Licenziamento - Giornalista professionista - Pensione di vecchiaia - Illegittimità - Reintegra

Svolgimento del processo

 

Con sentenza n. 5204/12 il Tribunale di Milano dichiarava illegittimo il licenziamento intimato il 29.2.12 da RAI - Radiotelevisione Italiana S.p.A. a R. B. - giornalista professionista - per avere ella raggiunto il 65° anno di età e maturato i requisiti assicurativi e contributivi della pensione di vecchiaia previsti per gli iscritti all'Istituto Nazionale per la Previdenza dei Giornalisti Italiani (INPGI). Per l'effetto, condannava la società a reintegrare la dipendente nel posto di lavoro con le conseguenze di cui all'art. 18 legge n. 300/70.

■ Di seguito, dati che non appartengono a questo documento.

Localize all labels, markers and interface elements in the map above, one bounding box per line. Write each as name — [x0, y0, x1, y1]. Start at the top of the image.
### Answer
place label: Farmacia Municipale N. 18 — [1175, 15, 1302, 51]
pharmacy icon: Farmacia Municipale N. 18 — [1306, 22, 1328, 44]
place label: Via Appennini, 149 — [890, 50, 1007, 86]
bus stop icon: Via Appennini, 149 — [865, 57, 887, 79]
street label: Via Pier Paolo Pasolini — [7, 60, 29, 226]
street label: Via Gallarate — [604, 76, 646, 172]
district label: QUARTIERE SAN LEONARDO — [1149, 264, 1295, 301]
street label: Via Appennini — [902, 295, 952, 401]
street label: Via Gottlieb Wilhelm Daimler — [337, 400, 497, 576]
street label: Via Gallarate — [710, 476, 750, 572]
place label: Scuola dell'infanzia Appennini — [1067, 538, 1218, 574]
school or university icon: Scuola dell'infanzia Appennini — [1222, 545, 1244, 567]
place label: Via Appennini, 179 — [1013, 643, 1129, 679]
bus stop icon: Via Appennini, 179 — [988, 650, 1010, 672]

Con sentenza depositata il 3.6.14 la Corte d'appello di Milano rigettava il gravame di RAI - Radiotelevisione Italiana S.p.A., che oggi ricorre per la cassazione della sentenza affidandosi a sei motivi.

R. B. resiste con controricorso.

Le parti depositano memoria ex art. 378 c.p.c.

 

Motivi della decisione

 

1. Con il primo motivo viene dedotta violazione e falsa applicazione dell'art. 24, commi 3 e 4, d.l. 6.12.11 n. 201 (convertito in legge 22.12.11 n. 214) e con il secondo motivo violazione e falsa applicazione del medesimo art. 24, commi 23 e 24, nonché degli artt. 1, 2, 3 e 4 e dell'elenco A del d.lgs. n. 509/94 e dell'art. 12 disp. prel. c.c.; sostiene la ricorrente che le misure adottate dal legislatore con il cit. art. 24 per contenere la spesa previdenziale sono di due specie: per la previdenza che incide sul bilancio dello Stato (lavoratori la cui pensione è liquidata a carico dell'AGO e delle forme esclusive e sostitutive) il contenimento della spesa è attuato mediante il rinvio ex lege dei pensionamenti; per la previdenza gravante sulle casse degli enti privati e delle forme gestorie di cui al d.lgs. n. 509 del 1994, il contenimento è rimesso alle misure adottate dagli enti in questione con proprie delibere adottate direttamente nell'ambito della propria autonomia gestionale. Nel caso di specie - prosegue il ricorso - l'INPGI (istituto di previdenza cui è iscritta R. B.) appartiene alla seconda categoria, in quanto trova la propria regolazione direttamente nel d.lgs. 30.06.94 n. 509 ed ha una disciplina speciale rispetto a quella del sistema generale dell'AGO, il che lo riconduce direttamente sotto la disciplina dell'art. 24, comma 24, d.l.. 201 del 2011. In presenza di questa particolare condizione giuridica - prosegue il ricorso - è indifferente stabilire se l'INPGI possa essere o meno annoverato tra gli enti che forniscono un tipo di assicurazione sostitutivo, rientrando concettualmente la sua disciplina interamente nelle disposizioni del comma 24. Tale collocazione, concludono i due motivi, esclude in nuce il diritto a beneficiare dell'opzione per proseguire l'attività di lavoro fino al compimento del 70° anno di età, che è prevista solo nel regime previsto dal comma 4.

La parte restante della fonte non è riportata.